DHUNE – Medusa

Difficile trovare band che in un solo disco riescono a fondere metal moderno (e non), stoner e gothic, in una fusione singolare ed accattivante. Infatti i Dhune suonano alquanto originali alle mie orecchie, la miscela inedita di tali influenze li rende freschi e facilmente fruibili. Le tracce sono intrise di un costante alone dark, accentuato dalle atmosfere create dalle tastiere – tuttavia mai invadenti – e, mentre le chitarre ribassate architettano riff imponenti e colossali, le voci (Davide e Cinzia) si alternano in maniera egregia, lui dotato di corde possenti e ben istruite (lo stile si avvicina talvolta a quello di Mr. Warrel Dane), lei anima candida e soave (in veste di corista).Ottima partenza affidata a “Fading truth”, chitarre robuste e ritornello catchy, caratteristica tipica del combo piacentino.
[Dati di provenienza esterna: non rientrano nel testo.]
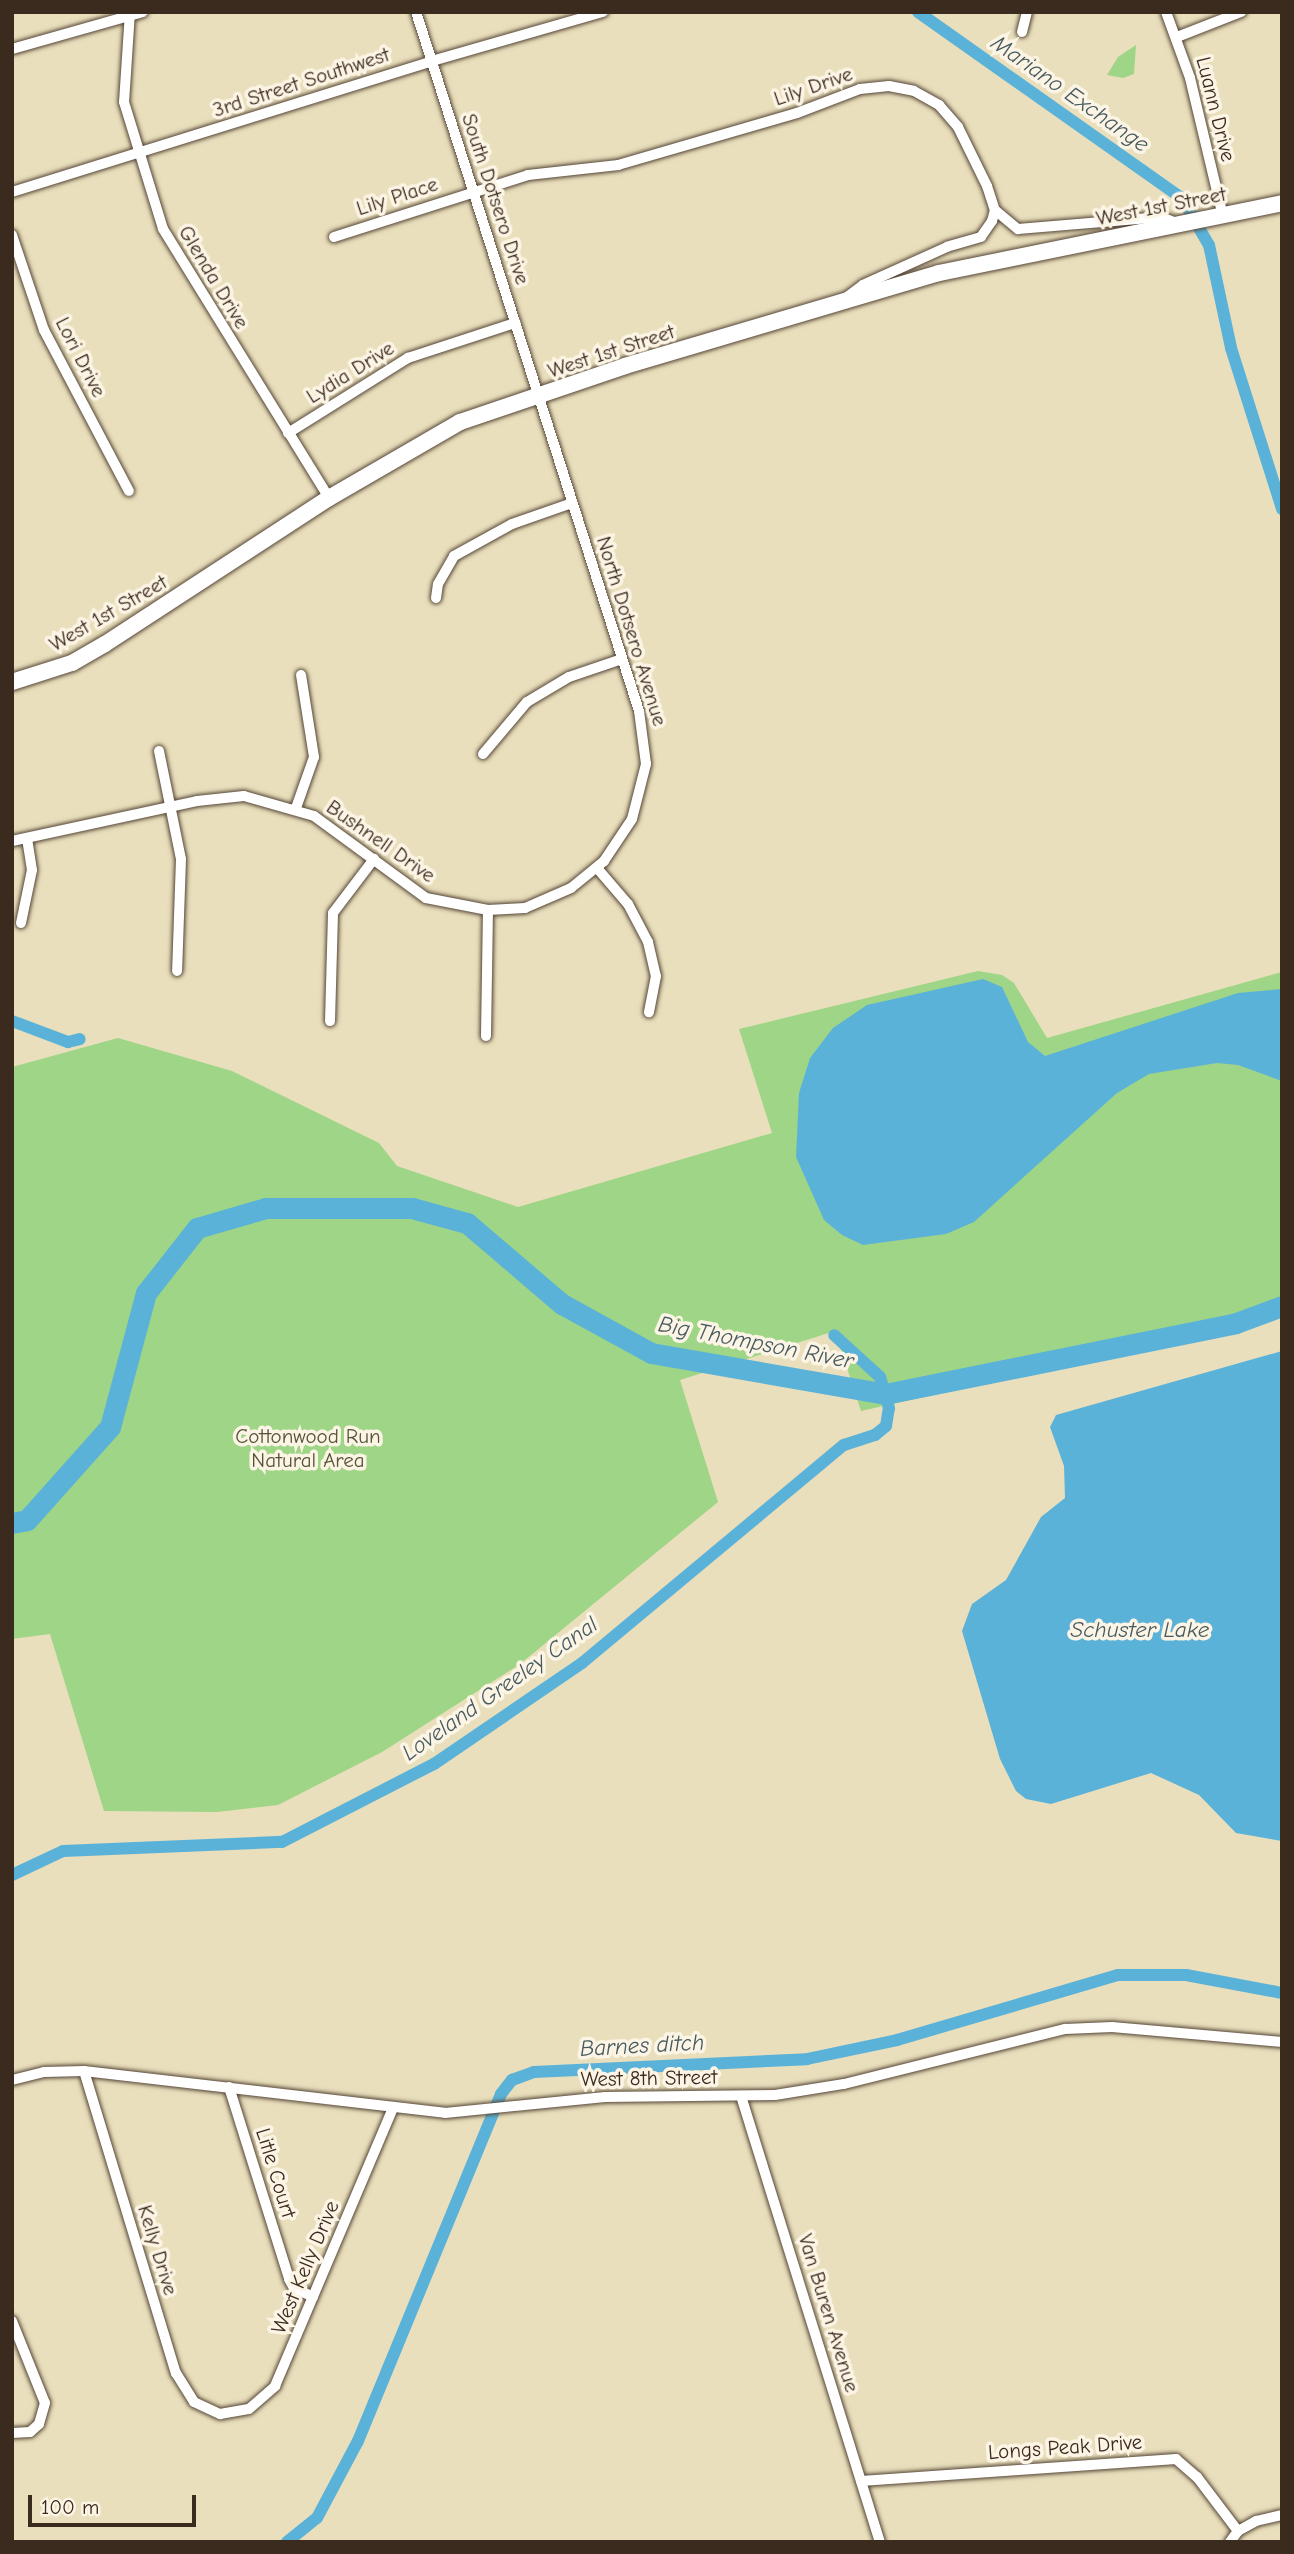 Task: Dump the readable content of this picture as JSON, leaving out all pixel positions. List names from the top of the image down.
{
  "streets": {
    "main road": ["West 1st Street"],
    "street": [
      "3rd Street Southwest",
      "Lily Drive",
      "Luann Drive",
      "Lily Place",
      "South Dotsero Drive",
      "Glenda Drive",
      "Lori Drive",
      "Lydia Drive",
      "North Dotsero Avenue",
      "Bushnell Drive",
      "West 8th Street",
      "Litle Court",
      "Kelly Drive",
      "West Kelly Drive",
      "Van Buren Avenue",
      "Longs Peak Drive"
    ]
  },
  "crossings": [
    ["3rd Street Southwest", "South Dotsero Drive"],
    ["3rd Street Southwest", "Glenda Drive"],
    ["Lily Drive", "Lily Place"],
    ["Lily Drive", "South Dotsero Drive"],
    ["Luann Drive", "West 1st Street"],
    ["Lily Place", "South Dotsero Drive"],
    ["South Dotsero Drive", "West 1st Street"],
    ["South Dotsero Drive", "Lydia Drive"],
    ["South Dotsero Drive", "North Dotsero Avenue"],
    ["West 1st Street", "Glenda Drive"],
    ["West 1st Street", "North Dotsero Avenue"],
    ["Glenda Drive", "Lydia Drive"],
    ["North Dotsero Avenue", "Bushnell Drive"],
    ["West 8th Street", "Litle Court"],
    ["West 8th Street", "Kelly Drive"],
    ["West 8th Street", "West Kelly Drive"],
    ["West 8th Street", "Van Buren Avenue"],
    ["Litle Court", "West Kelly Drive"],
    ["Kelly Drive", "West Kelly Drive"],
    ["Van Buren Avenue", "Longs Peak Drive"]
  ],
  "water": [
    "Mariano Exchange",
    "Big Thompson River",
    "Schuster Lake",
    "Loveland Greeley Canal",
    "Barnes ditch"
  ],
  "parks": ["Cottonwood Run Natural Area"],
  "scale_bar": "100 m"
}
Riffoni alla Zakk Wylde ci tengono compagnia nelle seguenti “The Reason” e “Fly Away”, sempre accompagnati dal buon ritornellone. Un tuffo nel gothic metal con “Medusa”, inno di malinconia e solitudine, evocativa ed affascinante. Tornano alla mente quei capolavori di metà anni ’90 come “Wildhoney” dei Tiamat o “Draconian Times” dei Paradise Lost, tanto per citarne alcuni, ma con una spiccata sensibilità tipica dei Nevermore più intimisti. Con “We Are Divine” penso invece ai Charon di “Tearstained” in quanto a semplicità e carica emotiva, mentre con “The Storm” ci troviamo di fronte ad un pezzo stoner moderno, grondante groove e con dei riff davvero notevoli (e con dei ritornelli davvero ruffiani). Un orecchio poco attento potrebbe giungere alla conclusione che i Dhune sono solo una mera accozzaglia di generi troppo distanti tra loro per andare d’accordo, io invece sono convinto del contrario. Bisogna sempre tener conto di come si portano avanti certe contaminazioni, e nel caso dei Dhune sono espresse in maniera del tutto intelligente. Possiamo forse parlare di stoner gothic metal? Se non vi piace possiamo tranquillamente togliere ogni tipo di etichetta, ma l’invito a scoprire questa promettente band rimane.